Dispatch #004 | Adapt or Die

What’s Your AI Adoption Strategy?

7 Min Read

"The most dangerous phrase in business right now? 'We’re not ready for AI yet.' That’s not strategy. That’s surrender."

This week, I was deep in the weeds on business development. Building sales enablement assets, mapping outreach flows, and tightening our internal playbooks to help Operators have sharper conversations with business owners.

Somewhere between drafting objection handling scripts and breaking down ROI on AI automation, this nagging thought wouldn’t let up:

What’s the one question I could drop that would make someone freeze mid-scroll, look up, and actually think?

A question that cuts past the hype and click bait headlines.

A question that doesn’t just apply to enterprise CTOs or tech-forward startups but hits like a flash bang whether you’re 17 or 57.

That’s when it landed: “What is your AI adoption strategy?”

It’s clean. It’s lethal.

And for 99% of people, it exposes the gaping hole they didn’t know existed.

This question doesn’t care if you’re a high schooler still writing essays in Google Docs or a small business owner still writing invoices by hand. If you don’t have an answer for it, you’ve already got a problem.

You’re a high school student? Your future job market will favor AI fluency over straight As. 

Recent college grad? LinkedIn endorsements don’t mean jack shit if someone else is running circles around you with a voice assistant and n8n automations.

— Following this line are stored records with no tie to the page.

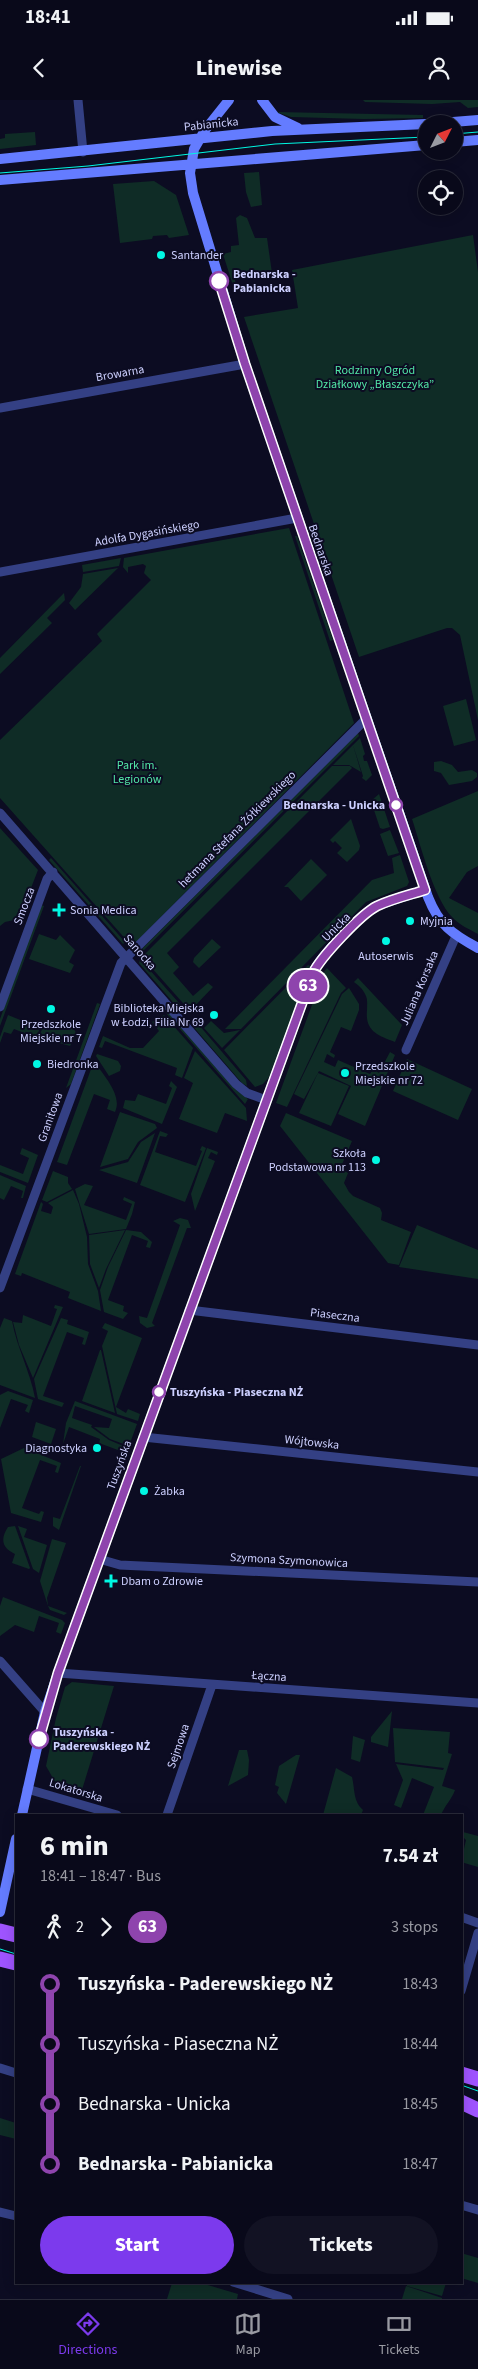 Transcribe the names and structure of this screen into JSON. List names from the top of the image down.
{
  "streets": {
    "street": [
      "Pabianicka",
      "Browarna",
      "Adolfa Dygasińskiego",
      "Bednarska",
      "hetmana Stefana Żółkiewskiego",
      "Smocza",
      "Unicka",
      "Sanocka",
      "Juliana Korsaka",
      "Granitowa",
      "Piaseczna",
      "Wójtowska",
      "Tuszyńska",
      "Szymona Szymonowica",
      "Łączna",
      "Sejmowa",
      "Lokatorska"
    ]
  },
  "crossings": [
    ["Pabianicka", "Bednarska"],
    ["Browarna", "Bednarska"],
    ["Adolfa Dygasińskiego", "Bednarska"],
    ["Bednarska", "hetmana Stefana Żółkiewskiego"],
    ["Bednarska", "Unicka"],
    ["Bednarska", "Juliana Korsaka"],
    ["hetmana Stefana Żółkiewskiego", "Sanocka"],
    ["hetmana Stefana Żółkiewskiego", "Granitowa"],
    ["Smocza", "Sanocka"],
    ["Unicka", "Sanocka"],
    ["Unicka", "Tuszyńska"],
    ["Sanocka", "Granitowa"],
    ["Sanocka", "Tuszyńska"],
    ["Piaseczna", "Tuszyńska"],
    ["Wójtowska", "Tuszyńska"],
    ["Tuszyńska", "Szymona Szymonowica"],
    ["Tuszyńska", "Łączna"],
    ["Tuszyńska", "Lokatorska"],
    ["Łączna", "Sejmowa"]
  ],
  "parks": ["Rodzinny Ogród Działkowy „Błaszczyka”", "Park im. Legionów"],
  "places": {
    "other": [
      "Santander",
      "Bednarska - Pabianicka",
      "Bednarska - Unicka",
      "Myjnia",
      "Autoserwis",
      "Przedszkole Miejskie nr 7",
      "Biblioteka Miejska w Łodzi, Filia Nr 69",
      "Biedronka",
      "Przedszkole Miejskie nr 72",
      "Szkoła Podstawowa nr 113",
      "Tuszyńska - Piaseczna NŻ",
      "Diagnostyka",
      "Żabka",
      "Tuszyńska - Paderewskiego NŻ"
    ],
    "health": ["Sonia Medica", "Dbam o Zdrowie"]
  },
  "lines": ["bus line 63"],
  "north": "top right",
  "page": {
    "status": "18:41",
    "header": "Linewise",
    "on_map": "63",
    "heading": ["6 min", "18:41 – 18:47 · Bus", "7.54 zł"],
    "legs": ["2", "63", "3 stops"],
    "list": [
      {
        "name": "Tuszyńska - Paderewskiego NŻ",
        "value": "18:43"
      },
      {
        "name": "Tuszyńska - Piaseczna NŻ",
        "value": "18:44"
      },
      {
        "name": "Bednarska - Unicka",
        "value": "18:45"
      },
      {
        "name": "Bednarska - Pabianicka",
        "value": "18:47"
      }
    ],
    "buttons": ["Start", "Tickets"],
    "tabs": ["Directions", "Map", "Tickets"]
  }
}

Career pro? Your promotion is going to someone who knows how to combine prompt engineering with business acumen.

Startup founder? If you can’t integrate AI into your ops you’re not lean, you’re a liability. Good luck raising capital.

Small business owner? Rising payroll and unpaid overtime aren’t your real problems. Your real problem is trying to grow a 2025 company with a 2015 toolkit.

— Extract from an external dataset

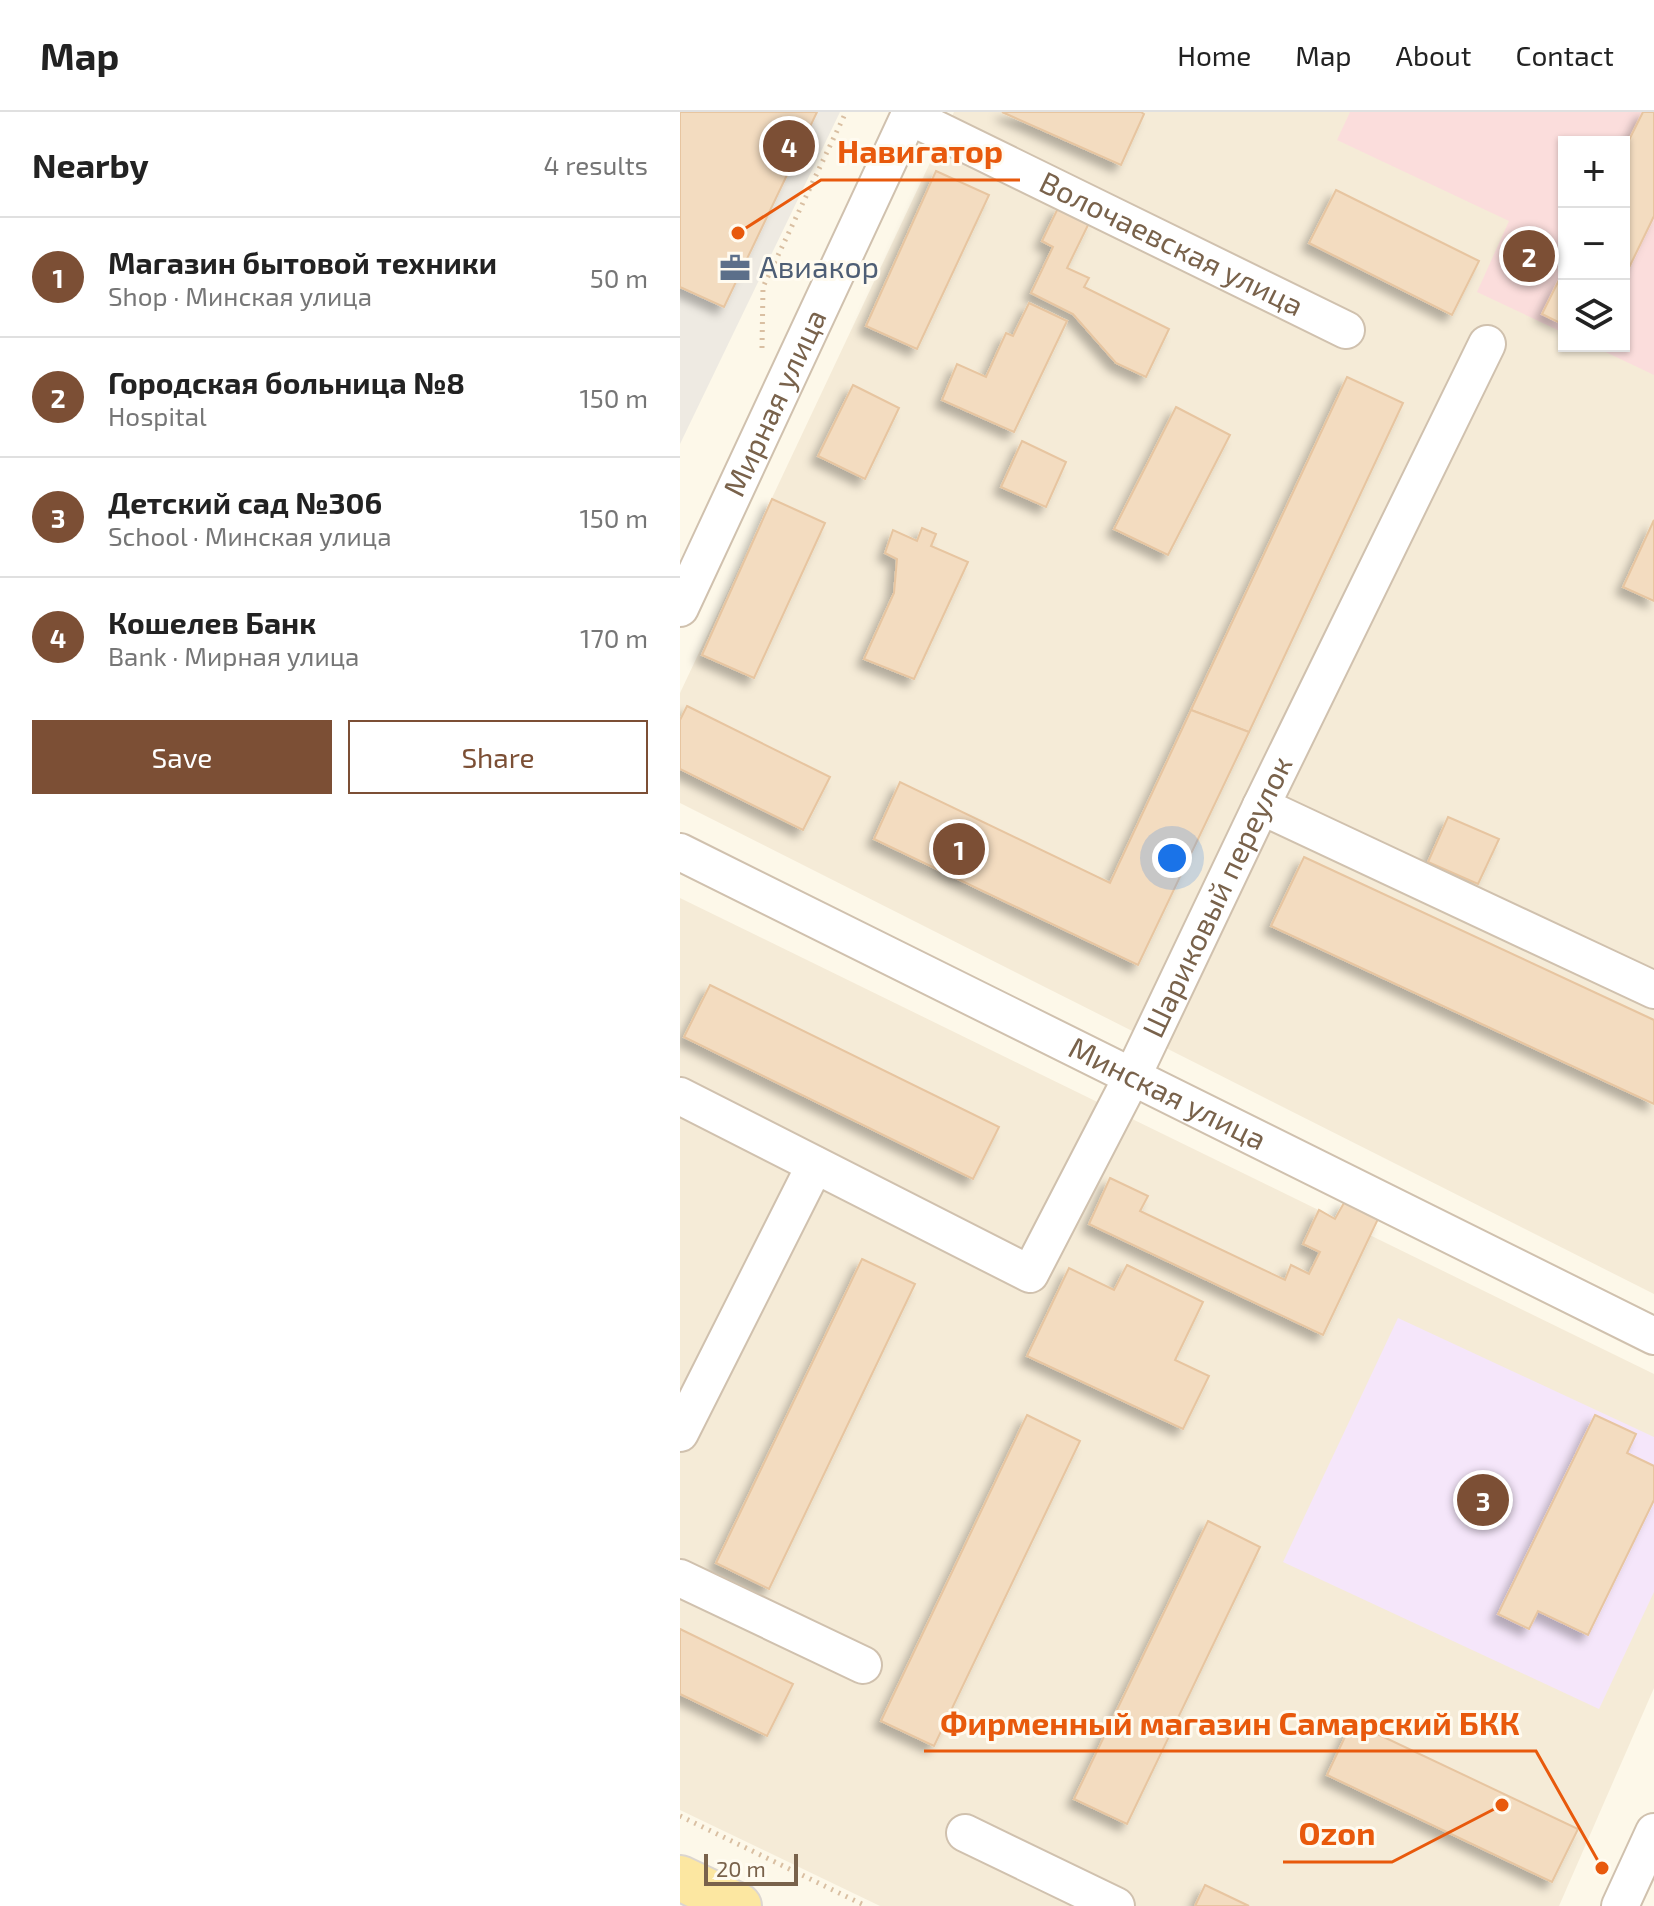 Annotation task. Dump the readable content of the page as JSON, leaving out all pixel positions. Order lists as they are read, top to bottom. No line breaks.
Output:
{"streets":{"street":["Волочаевская улица","Мирная улица","Шариковый переулок","Минская улица"]},"crossings":[["Волочаевская улица","Мирная улица"],["Шариковый переулок","Минская улица"]],"places":{"other":["Навигатор","Ozon","Фирменный магазин Самарский БКК"],"office":["Авиакор"]},"scale_bar":"20 m","page":{"header":"Map","nav":["Home","Map","About","Contact"],"heading":["Nearby","4 results"],"pins":["4","2","1","3"],"map_buttons":["+","−"],"list":[{"mark":"1","name":"Магазин бытовой техники","note":"Shop · Минская улица","value":"50 m"},{"mark":"2","name":"Городская больница №8","note":"Hospital","value":"150 m"},{"mark":"3","name":"Детский сад №306","note":"School · Минская улица","value":"150 m"},{"mark":"4","name":"Кошелев Банк","note":"Bank · Мирная улица","value":"170 m"}],"buttons":["Save","Share"],"scale":"20 m"}}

AI is not the Terminator. It’s not here to replace everyone.

But it is the great amplifier. It boosts the ones who know how to wield it. And sidelines the ones who don’t.

And here’s where the panic sets in. Most people reading this have no real strategy.

They think because they’ve dabbled in ChatGPT or watched a webinar, they’re “keeping up.”

They’re not. They’re drifting.

 No system. No plan. No skill development.

AI never sleeps. This is your wake-up call, pal.

Yeah, I said it channeling a quote from the movie Wall Street, because Gordon Gekko was wrong about a lot of things, but he was right about urgency.

So now I’m turning the question back on you, what is your AI adoption strategy?

Not next year. Not “when we have time.” Right now.

Because if you can’t answer that today, your competition already has.

TL;DR | Quick Brief Links

Mission Debrief: The Snapshot Stack That Collapsed on Itself

We were called in by a digital agency who said they “just needed a quick fix.”

Translation, their account was a minefield.

Over the past year, they'd purchased snapshot after snapshot from different providers.

Templates for lead gen, fulfillment, nurturing, reviews, memberships and any other creative assets you can name, they had it.

If it looked shiny and promised ROI, they bought it.

“We just need a quick fix. It looks simple.”

🚨 The Problem:

  • 7 different pre-built systems were jammed into a single HighLevel account

  • Custom fields overlapped, overwrote, and misfired

  • Tags meant one thing in one snapshot, and something completely different in another

  • The CRM was littered with automations that contradicted each other

Worse?

No one on the team knew what each workflow actually did. Some snapshots had automations tied to long-deleted forms. Others were running in the background with no visible triggers.

And of course, when things broke (which they did constantly), no one could tell which system was causing the issue.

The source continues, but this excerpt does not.